**Aim of the exercise**:
Give back an exact repetition of the material below, from its first line through the line that contains "filter:drop-shadow(0 0 1px", both included, minus the pictures.

**Data for this task**:
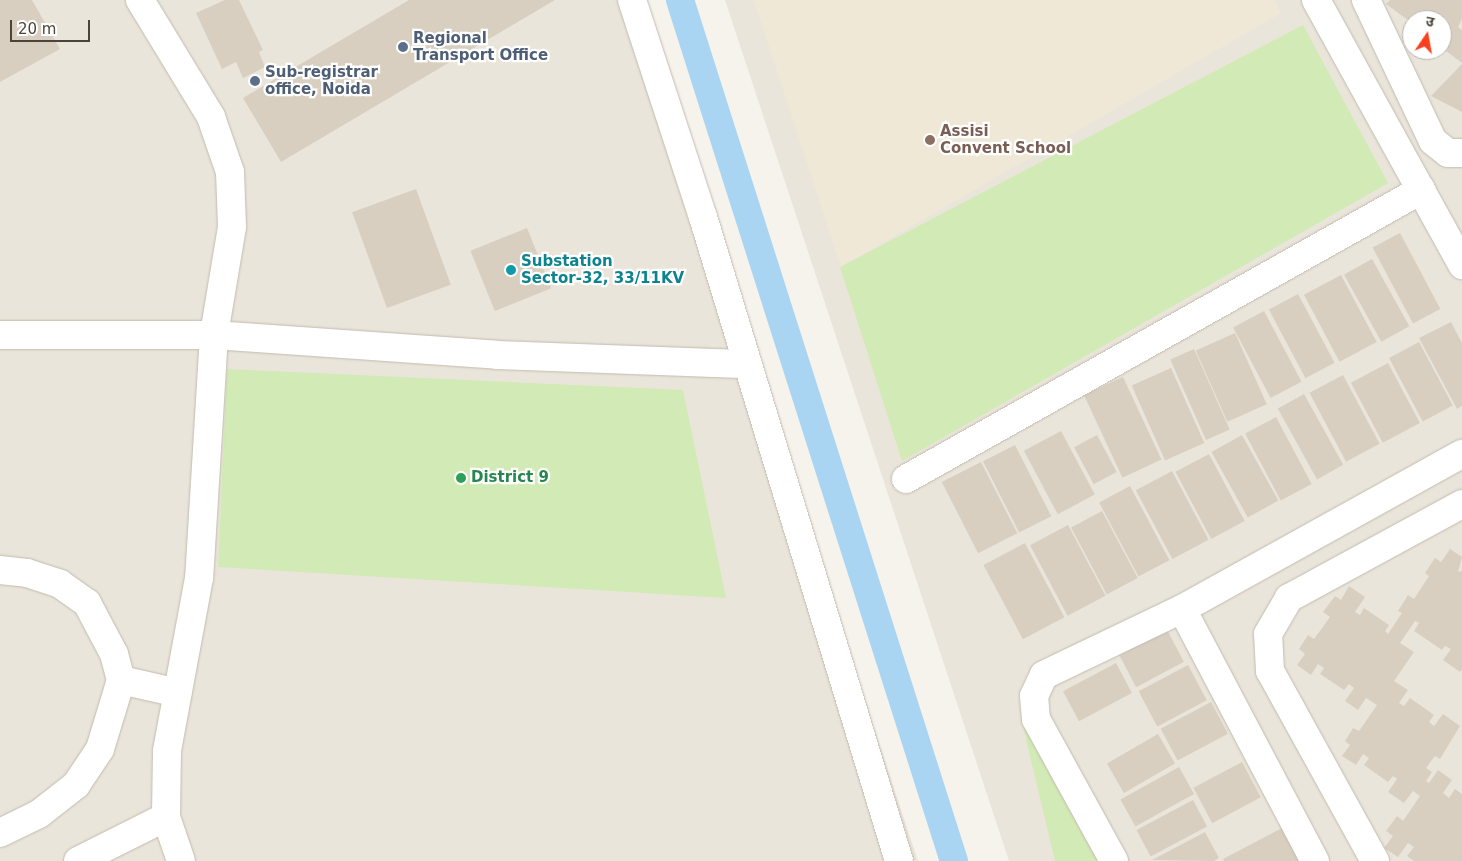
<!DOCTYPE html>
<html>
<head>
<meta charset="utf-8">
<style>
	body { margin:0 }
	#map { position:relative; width:1462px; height:861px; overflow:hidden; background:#f6f3ec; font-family:"DejaVu Sans","Noto Sans Devanagari",sans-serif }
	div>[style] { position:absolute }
	.residential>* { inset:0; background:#eae5da }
	.education>* { inset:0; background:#efe8d6 }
	.green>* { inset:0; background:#d2eab5 }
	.canal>* { height:28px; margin:-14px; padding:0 14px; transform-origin:14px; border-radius:14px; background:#a9d4f2 }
	.building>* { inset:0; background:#d8cfc1; transform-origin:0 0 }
	.roads { filter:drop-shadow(0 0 1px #c2bbae) drop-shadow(0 0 1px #c2bbae) }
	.minor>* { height:28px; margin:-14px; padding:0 14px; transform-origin:14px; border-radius:14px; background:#fff }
	.dots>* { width:14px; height:14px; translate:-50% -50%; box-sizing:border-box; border:2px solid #fff; border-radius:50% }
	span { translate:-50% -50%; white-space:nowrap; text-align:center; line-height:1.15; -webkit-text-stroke:4.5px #fff; paint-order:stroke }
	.service-label { font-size:15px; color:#4e5e75; font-weight:700 }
	.left { translate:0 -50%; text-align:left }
	.education-label { font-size:15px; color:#785e54; font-weight:700 }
	.culture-label { font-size:15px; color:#0d838f; font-weight:700 }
	.leisure-label { font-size:15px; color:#27864d; font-weight:700 }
	.north { position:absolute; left:1402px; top:10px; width:50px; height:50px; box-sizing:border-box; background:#fff; border:1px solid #b7b4b0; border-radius:50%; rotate:12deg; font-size:14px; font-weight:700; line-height:20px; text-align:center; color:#4b4439 }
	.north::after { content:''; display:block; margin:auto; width:18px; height:22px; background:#fc3f1d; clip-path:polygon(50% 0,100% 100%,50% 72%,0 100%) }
	.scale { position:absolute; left:10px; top:20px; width:80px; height:22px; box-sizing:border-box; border:2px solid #4b4439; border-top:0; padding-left:6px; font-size:15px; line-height:18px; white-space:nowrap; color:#4b4439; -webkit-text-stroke:4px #fff; paint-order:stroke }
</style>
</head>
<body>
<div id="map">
	<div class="residential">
		<div style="clip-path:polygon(0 0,633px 0,918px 861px,0 861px)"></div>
		<div style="clip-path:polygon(evenodd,725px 0,1462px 0,1462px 861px,1009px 861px,725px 0,1412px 20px,1442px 20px,1442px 50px,1412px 50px,1412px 20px)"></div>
	</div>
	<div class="education">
		<div style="clip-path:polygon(754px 0,1275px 0,1281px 13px,841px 267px)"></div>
	</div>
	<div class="green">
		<div style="clip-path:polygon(1303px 25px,1388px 183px,902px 461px,840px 267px)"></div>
		<div style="clip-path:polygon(227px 369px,683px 390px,726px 598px,218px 567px)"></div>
		<div style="clip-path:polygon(1020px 714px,1100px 861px,1055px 861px)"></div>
	</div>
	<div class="canal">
		<div style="left:680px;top:0;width:904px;rotate:72.35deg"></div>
	</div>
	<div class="building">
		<div style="clip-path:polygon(0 0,32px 0,60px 49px,0 82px)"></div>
		<div style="clip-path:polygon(225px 0,239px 0,263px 50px,259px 52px,265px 67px,243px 78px,236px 62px,222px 69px,196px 13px)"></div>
		<div style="clip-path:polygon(409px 0,555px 0,281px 162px,243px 98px)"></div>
		<div style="clip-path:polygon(1390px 0,1462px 0,1462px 19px,1458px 27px,1462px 30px,1462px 63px,1442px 48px,1442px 20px,1439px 17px,1434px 14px,1427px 20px,1412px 20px,1412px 23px,1386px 4px)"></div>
		<div style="clip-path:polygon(1462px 64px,1462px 112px,1431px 96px)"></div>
		<div style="left:416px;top:189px;width:102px;height:68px;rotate:70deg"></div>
		<div style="left:527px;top:228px;width:65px;height:61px;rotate:68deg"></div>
		<div style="left:1400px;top:233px;width:86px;height:31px;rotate:62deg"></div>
		<div style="left:1372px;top:259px;width:77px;height:32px;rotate:61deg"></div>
		<div style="left:1341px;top:275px;width:76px;height:42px;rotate:62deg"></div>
		<div style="left:1298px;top:294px;width:78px;height:33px;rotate:62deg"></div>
		<div style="left:1264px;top:311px;width:80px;height:35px;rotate:62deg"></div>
		<div style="clip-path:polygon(1451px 322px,1462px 343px,1462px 406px,1457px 409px,1419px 338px)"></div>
		<div style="left:1235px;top:333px;width:78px;height:43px;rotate:66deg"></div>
		<div style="left:1419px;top:342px;width:72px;height:34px;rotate:62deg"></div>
		<div style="left:1194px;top:349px;width:88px;height:26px;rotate:66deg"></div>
		<div style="left:1388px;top:363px;width:68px;height:42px;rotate:62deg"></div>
		<div style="left:1171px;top:368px;width:82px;height:43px;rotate:66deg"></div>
		<div style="left:1343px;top:375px;width:78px;height:38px;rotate:62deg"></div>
		<div style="left:1123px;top:377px;width:91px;height:43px;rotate:65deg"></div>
		<div style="left:1304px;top:394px;width:81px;height:30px;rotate:61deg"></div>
		<div style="left:1276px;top:417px;width:76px;height:35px;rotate:62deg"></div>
		<div style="left:1061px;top:431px;width:72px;height:42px;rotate:62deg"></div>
		<div style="left:1097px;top:435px;width:42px;height:26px;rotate:62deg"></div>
		<div style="left:1242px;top:435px;width:75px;height:35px;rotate:61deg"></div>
		<div style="left:1015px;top:445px;width:80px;height:36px;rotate:63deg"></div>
		<div style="left:1209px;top:454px;width:76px;height:38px;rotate:62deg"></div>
		<div style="left:981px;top:462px;width:80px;height:44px;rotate:63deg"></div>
		<div style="left:1172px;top:471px;width:78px;height:41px;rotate:62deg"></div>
		<div style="left:1130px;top:486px;width:84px;height:35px;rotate:62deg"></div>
		<div style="left:1102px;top:511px;width:76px;height:35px;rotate:62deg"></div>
		<div style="left:1068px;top:525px;width:80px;height:43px;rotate:62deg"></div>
		<div style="left:1025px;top:543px;width:84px;height:47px;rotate:62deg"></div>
		<div style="clip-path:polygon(1450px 549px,1462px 557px,1458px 572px,1462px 571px,1462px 669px,1460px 672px,1443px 660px,1451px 649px,1445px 646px,1442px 650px,1414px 631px,1419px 623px,1415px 621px,1400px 643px,1414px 652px,1394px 681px,1408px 690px,1399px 703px,1404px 706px,1410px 698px,1434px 715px,1429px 722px,1434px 726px,1443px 714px,1460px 726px,1440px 759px,1435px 756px,1426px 768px,1432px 772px,1426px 781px,1429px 783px,1438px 770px,1452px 780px,1443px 793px,1449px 798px,1455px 789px,1462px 794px,1462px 861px,1414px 861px,1407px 856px,1414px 847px,1408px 843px,1398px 857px,1384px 848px,1393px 836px,1386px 831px,1397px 816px,1403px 821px,1420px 796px,1413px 791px,1404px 803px,1388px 792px,1397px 779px,1393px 776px,1388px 782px,1364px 765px,1369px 758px,1363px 754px,1356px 765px,1342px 756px,1350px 745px,1345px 741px,1353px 728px,1359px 731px,1377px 705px,1366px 698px,1358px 710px,1345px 701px,1354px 688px,1349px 684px,1344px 690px,1320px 674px,1324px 668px,1318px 664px,1311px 675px,1297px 665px,1305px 654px,1299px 649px,1308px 635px,1314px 639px,1330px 617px,1323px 612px,1335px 596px,1341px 600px,1349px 586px,1365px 597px,1355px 612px,1360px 615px,1364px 608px,1389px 625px,1385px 631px,1388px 634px,1402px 613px,1398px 611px,1408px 595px,1414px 599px,1429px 576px,1425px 573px,1435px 558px,1441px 562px)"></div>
		<div style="left:1167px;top:630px;width:36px;height:54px;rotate:62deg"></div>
		<div style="left:1116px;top:663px;width:34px;height:60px;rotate:62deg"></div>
		<div style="left:1188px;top:665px;width:40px;height:56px;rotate:62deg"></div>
		<div style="left:1211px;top:702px;width:36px;height:57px;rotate:62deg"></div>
		<div style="left:1158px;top:734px;width:34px;height:59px;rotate:60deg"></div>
		<div style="left:1242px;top:762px;width:40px;height:55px;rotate:62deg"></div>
		<div style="left:1179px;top:767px;width:31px;height:67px;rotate:61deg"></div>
		<div style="left:1193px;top:800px;width:30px;height:64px;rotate:62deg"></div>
		<div style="clip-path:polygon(1284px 827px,1300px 861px,1224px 861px,1223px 859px)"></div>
		<div style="clip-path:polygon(1205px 832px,1219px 858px,1214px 861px,1152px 860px)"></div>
	</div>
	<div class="roads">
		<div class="minor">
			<div style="left:140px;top:0;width:137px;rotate:58.7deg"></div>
			<div style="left:211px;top:117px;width:58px;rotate:70.9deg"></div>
			<div style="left:230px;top:172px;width:55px;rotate:87.9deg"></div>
			<div style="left:232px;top:227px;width:109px;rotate:99.5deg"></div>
			<div style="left:214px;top:335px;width:243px;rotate:93.5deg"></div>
			<div style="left:199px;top:578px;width:176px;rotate:100.5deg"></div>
			<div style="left:167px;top:751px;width:66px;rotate:90.9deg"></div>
			<div style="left:166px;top:817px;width:46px;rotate:71.2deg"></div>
			<div style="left:632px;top:0;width:228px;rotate:71.9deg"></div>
			<div style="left:703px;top:217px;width:673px;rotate:73.07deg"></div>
			<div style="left:1316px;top:0;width:303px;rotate:61.1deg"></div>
			<div style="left:1366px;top:0;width:156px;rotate:64.6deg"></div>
			<div style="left:1433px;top:141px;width:19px;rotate:39deg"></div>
			<div style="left:1448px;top:153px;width:14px"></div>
			<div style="left:0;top:335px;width:214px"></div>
			<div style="left:214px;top:335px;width:284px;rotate:4deg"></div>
			<div style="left:497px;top:355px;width:251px;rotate:2.1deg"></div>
			<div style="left:906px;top:479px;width:591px;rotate:-29.3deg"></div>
			<div style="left:0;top:570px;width:27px;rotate:6deg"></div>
			<div style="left:27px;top:573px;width:35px;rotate:18deg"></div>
			<div style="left:60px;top:584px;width:33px;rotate:35deg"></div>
			<div style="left:87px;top:603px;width:58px;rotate:62.1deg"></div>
			<div style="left:114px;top:654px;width:27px;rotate:75deg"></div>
			<div style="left:121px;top:680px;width:58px;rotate:12.8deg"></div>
			<div style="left:1182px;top:609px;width:285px;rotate:62.2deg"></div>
			<div style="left:0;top:833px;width:43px;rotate:-26deg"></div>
			<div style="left:39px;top:814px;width:47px;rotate:-38.1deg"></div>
			<div style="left:76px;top:785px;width:43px;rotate:-56.3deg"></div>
			<div style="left:100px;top:749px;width:72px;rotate:-73.1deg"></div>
			<div style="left:78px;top:861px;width:98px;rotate:-26.6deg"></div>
			<div style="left:1114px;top:861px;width:162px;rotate:-118.8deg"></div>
			<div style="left:1036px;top:719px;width:23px;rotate:-95deg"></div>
			<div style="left:1034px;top:696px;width:23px;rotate:-65deg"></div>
			<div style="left:1044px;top:675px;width:153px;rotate:-25.6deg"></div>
			<div style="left:1182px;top:609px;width:320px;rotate:-29deg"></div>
			<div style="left:1375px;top:861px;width:217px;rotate:-118.9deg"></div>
			<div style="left:1270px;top:671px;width:37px;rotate:-93deg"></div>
			<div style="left:1268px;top:634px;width:42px;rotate:-59.7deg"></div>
			<div style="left:1289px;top:598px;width:197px;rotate:-28.5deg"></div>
		</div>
	</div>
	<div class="dots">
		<div style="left:403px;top:47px;background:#5c6f8a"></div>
		<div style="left:255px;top:81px;background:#5c6f8a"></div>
		<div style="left:930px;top:140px;background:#8d6e63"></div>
		<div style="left:511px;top:270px;background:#0f9aa8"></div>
		<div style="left:461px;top:478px;background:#2e9e5b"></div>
	</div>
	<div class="service-label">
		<span class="left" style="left:413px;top:47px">Regional<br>Transport Office</span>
		<span class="left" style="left:265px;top:81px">Sub-registrar<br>office, Noida</span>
	</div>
	<div class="education-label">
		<span class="left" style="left:940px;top:140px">Assisi<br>Convent School</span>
	</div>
	<div class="culture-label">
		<span class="left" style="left:521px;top:270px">Substation<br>Sector-32, 33/11KV</span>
	</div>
	<div class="leisure-label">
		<span class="left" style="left:471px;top:478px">District 9</span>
	</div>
	<div class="north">उ</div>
	<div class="scale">20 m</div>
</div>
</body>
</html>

**Response box**:
<!DOCTYPE html>
<html>
<head>
<meta charset="utf-8">
<style>
	body { margin:0 }
	#map { position:relative; width:1462px; height:861px; overflow:hidden; background:#f6f3ec; font-family:"DejaVu Sans","Noto Sans Devanagari",sans-serif }
	div>[style] { position:absolute }
	.residential>* { inset:0; background:#eae5da }
	.education>* { inset:0; background:#efe8d6 }
	.green>* { inset:0; background:#d2eab5 }
	.canal>* { height:28px; margin:-14px; padding:0 14px; transform-origin:14px; border-radius:14px; background:#a9d4f2 }
	.building>* { inset:0; background:#d8cfc1; transform-origin:0 0 }
	.roads { filter:drop-shadow(0 0 1px #c2bbae) drop-shadow(0 0 1px #c2bbae) }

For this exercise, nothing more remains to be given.